Work order ▸ Beginning with the line that contains "Oak Road</p></div><em>320 m</em></li>", copy each remaining line of the data below exactly.

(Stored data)
========
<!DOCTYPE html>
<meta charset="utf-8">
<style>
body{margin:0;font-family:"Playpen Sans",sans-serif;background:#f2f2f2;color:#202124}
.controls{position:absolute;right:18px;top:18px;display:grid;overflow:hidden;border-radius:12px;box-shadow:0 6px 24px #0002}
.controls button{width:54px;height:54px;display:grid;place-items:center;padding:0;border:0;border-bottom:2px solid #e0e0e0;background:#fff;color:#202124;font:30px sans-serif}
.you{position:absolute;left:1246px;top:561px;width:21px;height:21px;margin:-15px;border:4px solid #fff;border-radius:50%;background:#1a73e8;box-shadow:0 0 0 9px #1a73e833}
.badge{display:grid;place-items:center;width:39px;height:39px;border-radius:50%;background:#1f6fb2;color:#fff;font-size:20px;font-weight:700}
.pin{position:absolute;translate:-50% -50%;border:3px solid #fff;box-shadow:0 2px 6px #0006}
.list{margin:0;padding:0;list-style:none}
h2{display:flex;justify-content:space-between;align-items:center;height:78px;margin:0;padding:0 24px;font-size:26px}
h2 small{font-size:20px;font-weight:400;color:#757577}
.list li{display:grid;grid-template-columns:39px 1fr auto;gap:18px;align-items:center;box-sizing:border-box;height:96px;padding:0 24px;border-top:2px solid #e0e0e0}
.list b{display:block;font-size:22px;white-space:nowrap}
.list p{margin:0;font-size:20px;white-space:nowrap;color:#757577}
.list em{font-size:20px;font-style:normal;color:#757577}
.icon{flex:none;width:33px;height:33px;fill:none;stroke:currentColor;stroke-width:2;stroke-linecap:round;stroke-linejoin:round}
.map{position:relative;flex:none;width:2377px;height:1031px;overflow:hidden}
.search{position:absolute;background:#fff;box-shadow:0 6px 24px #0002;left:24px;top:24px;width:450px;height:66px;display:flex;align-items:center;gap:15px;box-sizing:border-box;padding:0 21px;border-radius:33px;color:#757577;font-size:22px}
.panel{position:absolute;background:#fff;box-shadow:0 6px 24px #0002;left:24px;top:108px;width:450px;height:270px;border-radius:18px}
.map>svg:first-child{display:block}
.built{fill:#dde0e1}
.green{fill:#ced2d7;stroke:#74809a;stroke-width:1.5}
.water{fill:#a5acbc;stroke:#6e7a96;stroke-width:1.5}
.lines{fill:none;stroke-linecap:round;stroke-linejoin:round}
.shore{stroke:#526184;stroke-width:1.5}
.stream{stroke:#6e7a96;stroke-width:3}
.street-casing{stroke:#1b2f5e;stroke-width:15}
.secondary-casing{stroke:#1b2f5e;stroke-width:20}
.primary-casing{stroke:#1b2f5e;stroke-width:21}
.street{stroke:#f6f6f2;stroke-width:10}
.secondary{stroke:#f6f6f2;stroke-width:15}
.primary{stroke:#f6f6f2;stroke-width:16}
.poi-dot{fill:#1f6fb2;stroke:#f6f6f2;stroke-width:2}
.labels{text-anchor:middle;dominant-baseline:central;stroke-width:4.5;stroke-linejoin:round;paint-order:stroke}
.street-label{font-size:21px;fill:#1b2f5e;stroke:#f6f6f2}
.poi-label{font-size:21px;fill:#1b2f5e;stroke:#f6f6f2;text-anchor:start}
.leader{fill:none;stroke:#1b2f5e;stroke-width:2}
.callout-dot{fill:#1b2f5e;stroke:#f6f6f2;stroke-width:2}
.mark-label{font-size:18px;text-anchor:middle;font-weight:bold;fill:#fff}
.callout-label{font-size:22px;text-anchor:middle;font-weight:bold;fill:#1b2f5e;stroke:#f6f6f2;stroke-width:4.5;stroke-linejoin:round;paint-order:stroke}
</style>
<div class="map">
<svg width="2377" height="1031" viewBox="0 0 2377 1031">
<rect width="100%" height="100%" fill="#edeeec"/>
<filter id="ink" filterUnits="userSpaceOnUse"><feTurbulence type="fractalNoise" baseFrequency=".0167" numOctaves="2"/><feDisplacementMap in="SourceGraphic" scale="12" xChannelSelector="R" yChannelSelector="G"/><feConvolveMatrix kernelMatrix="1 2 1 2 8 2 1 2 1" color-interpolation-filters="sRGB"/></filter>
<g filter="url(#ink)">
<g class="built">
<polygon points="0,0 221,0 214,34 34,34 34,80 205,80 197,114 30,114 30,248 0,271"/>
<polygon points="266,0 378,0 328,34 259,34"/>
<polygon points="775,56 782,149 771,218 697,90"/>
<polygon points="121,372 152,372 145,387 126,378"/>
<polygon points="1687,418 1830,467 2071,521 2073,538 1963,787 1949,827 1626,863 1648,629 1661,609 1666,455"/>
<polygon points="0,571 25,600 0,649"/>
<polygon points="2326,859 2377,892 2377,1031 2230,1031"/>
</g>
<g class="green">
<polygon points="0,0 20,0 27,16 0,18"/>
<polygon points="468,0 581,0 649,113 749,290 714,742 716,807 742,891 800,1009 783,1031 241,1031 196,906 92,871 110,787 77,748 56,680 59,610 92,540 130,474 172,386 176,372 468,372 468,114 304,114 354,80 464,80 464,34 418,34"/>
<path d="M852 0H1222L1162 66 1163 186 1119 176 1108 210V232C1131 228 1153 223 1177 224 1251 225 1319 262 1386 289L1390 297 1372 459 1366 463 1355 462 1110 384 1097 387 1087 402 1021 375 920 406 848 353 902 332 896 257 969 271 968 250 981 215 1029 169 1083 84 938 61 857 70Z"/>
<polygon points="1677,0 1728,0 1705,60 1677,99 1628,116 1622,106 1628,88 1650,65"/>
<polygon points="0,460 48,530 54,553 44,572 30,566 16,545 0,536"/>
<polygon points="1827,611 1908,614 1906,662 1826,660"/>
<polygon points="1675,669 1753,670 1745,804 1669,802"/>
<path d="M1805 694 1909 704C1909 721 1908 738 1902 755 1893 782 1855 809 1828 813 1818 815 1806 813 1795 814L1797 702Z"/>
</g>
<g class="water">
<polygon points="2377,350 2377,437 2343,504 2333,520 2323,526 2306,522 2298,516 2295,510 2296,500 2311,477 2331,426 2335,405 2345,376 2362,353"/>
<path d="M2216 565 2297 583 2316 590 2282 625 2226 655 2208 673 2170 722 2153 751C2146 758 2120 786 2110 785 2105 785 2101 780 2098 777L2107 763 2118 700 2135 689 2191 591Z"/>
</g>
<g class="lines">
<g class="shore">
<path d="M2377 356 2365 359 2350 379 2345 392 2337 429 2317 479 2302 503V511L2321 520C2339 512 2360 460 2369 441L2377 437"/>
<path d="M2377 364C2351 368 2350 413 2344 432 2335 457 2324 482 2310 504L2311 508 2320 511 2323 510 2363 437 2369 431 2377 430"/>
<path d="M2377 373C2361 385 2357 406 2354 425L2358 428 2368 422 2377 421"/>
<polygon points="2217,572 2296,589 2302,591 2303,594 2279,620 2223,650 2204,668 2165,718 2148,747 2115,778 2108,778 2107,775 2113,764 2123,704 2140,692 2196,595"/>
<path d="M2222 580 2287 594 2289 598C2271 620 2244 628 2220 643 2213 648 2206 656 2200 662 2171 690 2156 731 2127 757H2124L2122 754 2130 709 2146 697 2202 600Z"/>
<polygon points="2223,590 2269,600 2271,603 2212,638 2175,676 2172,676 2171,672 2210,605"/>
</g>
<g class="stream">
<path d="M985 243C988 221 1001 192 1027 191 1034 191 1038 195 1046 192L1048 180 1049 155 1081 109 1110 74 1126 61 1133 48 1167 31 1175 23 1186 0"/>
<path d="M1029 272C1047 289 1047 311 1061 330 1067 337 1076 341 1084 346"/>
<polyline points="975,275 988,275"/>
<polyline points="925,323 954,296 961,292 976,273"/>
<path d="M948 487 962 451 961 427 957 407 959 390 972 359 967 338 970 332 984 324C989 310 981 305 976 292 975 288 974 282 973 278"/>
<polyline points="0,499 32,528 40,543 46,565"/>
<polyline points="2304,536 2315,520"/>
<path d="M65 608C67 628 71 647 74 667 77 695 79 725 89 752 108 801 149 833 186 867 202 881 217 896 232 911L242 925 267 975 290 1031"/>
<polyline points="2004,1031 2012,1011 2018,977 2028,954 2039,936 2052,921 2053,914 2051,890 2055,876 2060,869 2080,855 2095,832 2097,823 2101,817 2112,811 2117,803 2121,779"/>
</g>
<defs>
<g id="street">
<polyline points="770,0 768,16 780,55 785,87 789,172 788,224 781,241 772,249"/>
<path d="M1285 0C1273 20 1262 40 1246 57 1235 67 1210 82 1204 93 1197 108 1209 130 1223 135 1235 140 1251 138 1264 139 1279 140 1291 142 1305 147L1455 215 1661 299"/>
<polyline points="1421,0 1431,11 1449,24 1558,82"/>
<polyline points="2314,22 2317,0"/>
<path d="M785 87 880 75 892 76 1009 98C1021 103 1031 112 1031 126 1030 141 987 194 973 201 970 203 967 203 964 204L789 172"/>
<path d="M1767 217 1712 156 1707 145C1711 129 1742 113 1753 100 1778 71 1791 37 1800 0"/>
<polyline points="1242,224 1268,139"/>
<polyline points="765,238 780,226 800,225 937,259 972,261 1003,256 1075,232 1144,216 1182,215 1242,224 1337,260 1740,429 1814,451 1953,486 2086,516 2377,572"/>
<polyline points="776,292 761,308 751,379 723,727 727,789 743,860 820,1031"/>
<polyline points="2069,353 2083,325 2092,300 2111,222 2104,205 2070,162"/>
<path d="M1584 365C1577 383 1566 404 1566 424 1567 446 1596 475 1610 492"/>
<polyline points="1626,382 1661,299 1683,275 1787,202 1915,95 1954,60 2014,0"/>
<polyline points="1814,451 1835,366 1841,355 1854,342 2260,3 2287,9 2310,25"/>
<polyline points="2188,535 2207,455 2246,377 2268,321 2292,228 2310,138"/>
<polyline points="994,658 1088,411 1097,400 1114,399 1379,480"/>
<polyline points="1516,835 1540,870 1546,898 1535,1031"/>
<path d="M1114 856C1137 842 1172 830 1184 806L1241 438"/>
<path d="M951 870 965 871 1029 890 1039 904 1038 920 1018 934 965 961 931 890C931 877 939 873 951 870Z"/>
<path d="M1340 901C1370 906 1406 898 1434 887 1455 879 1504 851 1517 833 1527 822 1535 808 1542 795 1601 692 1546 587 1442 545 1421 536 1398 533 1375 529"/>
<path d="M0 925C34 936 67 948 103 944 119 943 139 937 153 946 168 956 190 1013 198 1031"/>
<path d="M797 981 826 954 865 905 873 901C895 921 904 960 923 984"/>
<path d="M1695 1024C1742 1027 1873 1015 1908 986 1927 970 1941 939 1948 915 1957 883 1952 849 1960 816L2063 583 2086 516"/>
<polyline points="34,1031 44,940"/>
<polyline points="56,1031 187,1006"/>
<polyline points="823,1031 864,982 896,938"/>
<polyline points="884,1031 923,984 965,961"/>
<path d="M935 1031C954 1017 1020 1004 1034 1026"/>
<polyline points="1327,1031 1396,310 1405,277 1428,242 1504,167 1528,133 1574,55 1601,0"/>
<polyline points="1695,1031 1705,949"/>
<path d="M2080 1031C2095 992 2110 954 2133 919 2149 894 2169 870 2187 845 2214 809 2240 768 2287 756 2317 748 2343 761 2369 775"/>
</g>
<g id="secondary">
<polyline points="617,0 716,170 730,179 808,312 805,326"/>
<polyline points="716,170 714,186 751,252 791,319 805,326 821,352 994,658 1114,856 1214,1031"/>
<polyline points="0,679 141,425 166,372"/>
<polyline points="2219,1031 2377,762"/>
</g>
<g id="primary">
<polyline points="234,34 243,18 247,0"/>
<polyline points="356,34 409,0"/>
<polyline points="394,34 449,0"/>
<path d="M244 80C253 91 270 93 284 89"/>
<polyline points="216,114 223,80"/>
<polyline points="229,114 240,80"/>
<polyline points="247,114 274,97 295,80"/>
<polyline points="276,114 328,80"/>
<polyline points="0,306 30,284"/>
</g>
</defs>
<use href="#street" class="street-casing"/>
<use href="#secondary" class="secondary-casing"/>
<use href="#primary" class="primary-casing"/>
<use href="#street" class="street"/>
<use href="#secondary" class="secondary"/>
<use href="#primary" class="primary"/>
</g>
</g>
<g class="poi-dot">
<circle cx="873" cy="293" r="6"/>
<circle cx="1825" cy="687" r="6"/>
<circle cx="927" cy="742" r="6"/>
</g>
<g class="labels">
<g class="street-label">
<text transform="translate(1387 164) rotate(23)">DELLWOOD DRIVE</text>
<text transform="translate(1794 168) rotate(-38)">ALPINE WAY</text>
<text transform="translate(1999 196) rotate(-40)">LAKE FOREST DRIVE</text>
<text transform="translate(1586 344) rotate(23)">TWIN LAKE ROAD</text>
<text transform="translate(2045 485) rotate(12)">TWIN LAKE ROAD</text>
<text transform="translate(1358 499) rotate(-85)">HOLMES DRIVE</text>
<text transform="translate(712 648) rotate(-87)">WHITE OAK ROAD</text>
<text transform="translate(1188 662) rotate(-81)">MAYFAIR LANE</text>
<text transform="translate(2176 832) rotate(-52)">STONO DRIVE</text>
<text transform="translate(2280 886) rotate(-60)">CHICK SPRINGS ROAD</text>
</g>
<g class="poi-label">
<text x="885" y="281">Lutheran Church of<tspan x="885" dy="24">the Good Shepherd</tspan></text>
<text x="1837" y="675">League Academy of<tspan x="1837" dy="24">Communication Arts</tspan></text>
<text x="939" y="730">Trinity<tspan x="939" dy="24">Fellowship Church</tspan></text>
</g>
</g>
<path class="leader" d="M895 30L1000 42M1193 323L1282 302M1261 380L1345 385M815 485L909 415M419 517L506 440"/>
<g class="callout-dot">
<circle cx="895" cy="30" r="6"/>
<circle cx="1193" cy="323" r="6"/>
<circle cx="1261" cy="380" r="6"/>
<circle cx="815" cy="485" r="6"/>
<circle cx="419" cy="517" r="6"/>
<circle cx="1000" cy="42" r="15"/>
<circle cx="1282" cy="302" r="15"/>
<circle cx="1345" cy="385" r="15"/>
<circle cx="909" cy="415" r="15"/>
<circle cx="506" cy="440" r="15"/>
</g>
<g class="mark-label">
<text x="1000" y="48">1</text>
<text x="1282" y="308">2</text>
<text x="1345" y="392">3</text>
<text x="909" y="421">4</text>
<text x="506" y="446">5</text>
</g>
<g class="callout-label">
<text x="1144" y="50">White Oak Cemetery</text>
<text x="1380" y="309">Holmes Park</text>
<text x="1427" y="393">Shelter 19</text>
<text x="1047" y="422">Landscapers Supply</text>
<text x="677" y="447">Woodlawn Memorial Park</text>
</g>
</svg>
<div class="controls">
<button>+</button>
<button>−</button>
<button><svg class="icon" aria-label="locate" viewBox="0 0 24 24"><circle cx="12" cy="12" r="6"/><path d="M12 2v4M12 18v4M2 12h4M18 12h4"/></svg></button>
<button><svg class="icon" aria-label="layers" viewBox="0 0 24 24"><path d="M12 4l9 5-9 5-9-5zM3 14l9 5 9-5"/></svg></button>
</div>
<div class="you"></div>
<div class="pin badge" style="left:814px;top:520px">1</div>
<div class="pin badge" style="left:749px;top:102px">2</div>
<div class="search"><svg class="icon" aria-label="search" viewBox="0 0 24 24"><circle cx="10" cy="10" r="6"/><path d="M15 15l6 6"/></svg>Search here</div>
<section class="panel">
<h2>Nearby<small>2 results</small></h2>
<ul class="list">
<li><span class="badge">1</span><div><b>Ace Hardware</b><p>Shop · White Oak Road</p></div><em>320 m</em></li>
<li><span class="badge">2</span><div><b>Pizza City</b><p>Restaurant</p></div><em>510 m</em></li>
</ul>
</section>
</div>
========
Expected answer ▸
<li><span class="badge">1</span><div><b>Ace Hardware</b><p>Shop · White Oak Road</p></div><em>320 m</em></li>
<li><span class="badge">2</span><div><b>Pizza City</b><p>Restaurant</p></div><em>510 m</em></li>
</ul>
</section>
</div>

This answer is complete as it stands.